FIG. 4 shows another method of detecting a crack of certain length. Here, the tip of the leaning edge deflection is monitored. Again, the particular speed of operation is associated with a plurality of curves, and by finding the appropriate curve, and the appropriate amount of deflection, a prediction of a crack of certain length can be made. Again, the Y axis is measured as the leading edge deflection measured in 1/1000 of an inch.

Other deformations that can be measured include first bending mode, stiffwise bending mode, first torsion mode, chordwise bending mode, second leading edge bending mode, second bending mode, second torsion mode, chordwise second bending mode, and third trailing edge bending mode.

In general, each of these methods measure deformation of a position of a portion of the blade as the rotor and blade rotate. These deformations can then be associated with a crack length as mentioned above.

FIG. 5 shows yet another embodiment, where model frequency shift is calculated and associated with a plurality of distinct measurements. Again, this can be utilized to predict a crack of certain length, as shown in the formula found in FIG. 5.

Once a crack of certain length has been detected, another family of curves can be used to associate various stress levels on the airfoil with a remaining life. Examples of such curves are shown in FIG. 6. Each curve represents the effect of different stress levels. In this figure, the remaining life is defined in “mini-sweeps” or times when the engine is accelerated and de-accelerated across a resonance frequency for the airfoil. Once the number of “mini-sweeps” remaining can be identified, a prediction can be made for the remaining useful life before failure of a particular airfoil. Essentially, the particular airfoil closest to failure would be a limitation on the amount of useful life for the entire engine and would suggest maintenance before the useful life has expired. Another measurement of useful life remaining would be cycles or missions. A computer associated with the sensors stores information with regard to each of the airfoils which are experiencing apparent cracks. The amount of damage which has been accumulated to that airfoil is stored in the computer, such that the computer has a running total of the amount of useful life remaining. As can be appreciated from this figure, at different stress levels, the useful life remaining changes. Thus, the computer must store not only the crack length and how often the particular engine has been operated, but also the operating conditions.

Further, with this invention and due to the various effects of different stress levels, it is apparent that by planning a particular flight schedule for an aircraft holding a particular jet engine, the number of flights remaining can be optimized. For example, in military applications there are high stress and low stress flights. An air to ground attack mission might be a relatively high stress flight in that it could involve frequent accelerations and decelerations.
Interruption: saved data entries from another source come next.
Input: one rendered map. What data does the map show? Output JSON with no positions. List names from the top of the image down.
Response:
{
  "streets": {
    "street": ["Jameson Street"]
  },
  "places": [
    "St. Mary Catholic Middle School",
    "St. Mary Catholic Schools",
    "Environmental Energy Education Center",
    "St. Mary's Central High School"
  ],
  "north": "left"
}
On the other hand, air cover under which an aircraft tends to remain high in the air at a relatively constant speed should be relatively low stress. A field commander might assign a particular aircraft to one of these flight schedules based upon an indicated remaining life indicated by this invention. This can lengthen the time between necessary maintenance.

The information provided in this invention also can provide an indication of an apparent immediate failure. As an example, FIG. 7 illustrates a series of mini-sweeps as each blade passes by the sensor. At points 1-2-3, a dramatic drop occurs. This may be indicative of a blade that is bent so badly that it has contacted the sensor, etc. At any rate, such an indication might require immediate maintenance.

FIG. 8 is a basic flowchart of the present invention. The blade's rotation is monitored. A sensor and associated computer checks for flutter, etc. and determines that a particular blade has developed a crack. Once a crack has been detected, a crack length is determined. Once the crack length has been determined, a remaining life for the particular airfoil can be calculated. The computer then begins to store the actual conditions of operation for that airfoil such that a useful remaining life can be calculated in a continuous manner. The amount of remaining life can be utilized to schedule flights and maintenance, as mentioned above.

While the above embodiments of this invention are all disclosed utilizing a predicted crack length, other types of damage to a blade may also be utilized in connection with this invention.

While a preferred embodiment of this invention has been disclosed, a worker of ordinary skill in this art would recognize that certain modifications would come within the scope of this invention. For that reason, the following claims should be studied to determine the true scope and content of this invention.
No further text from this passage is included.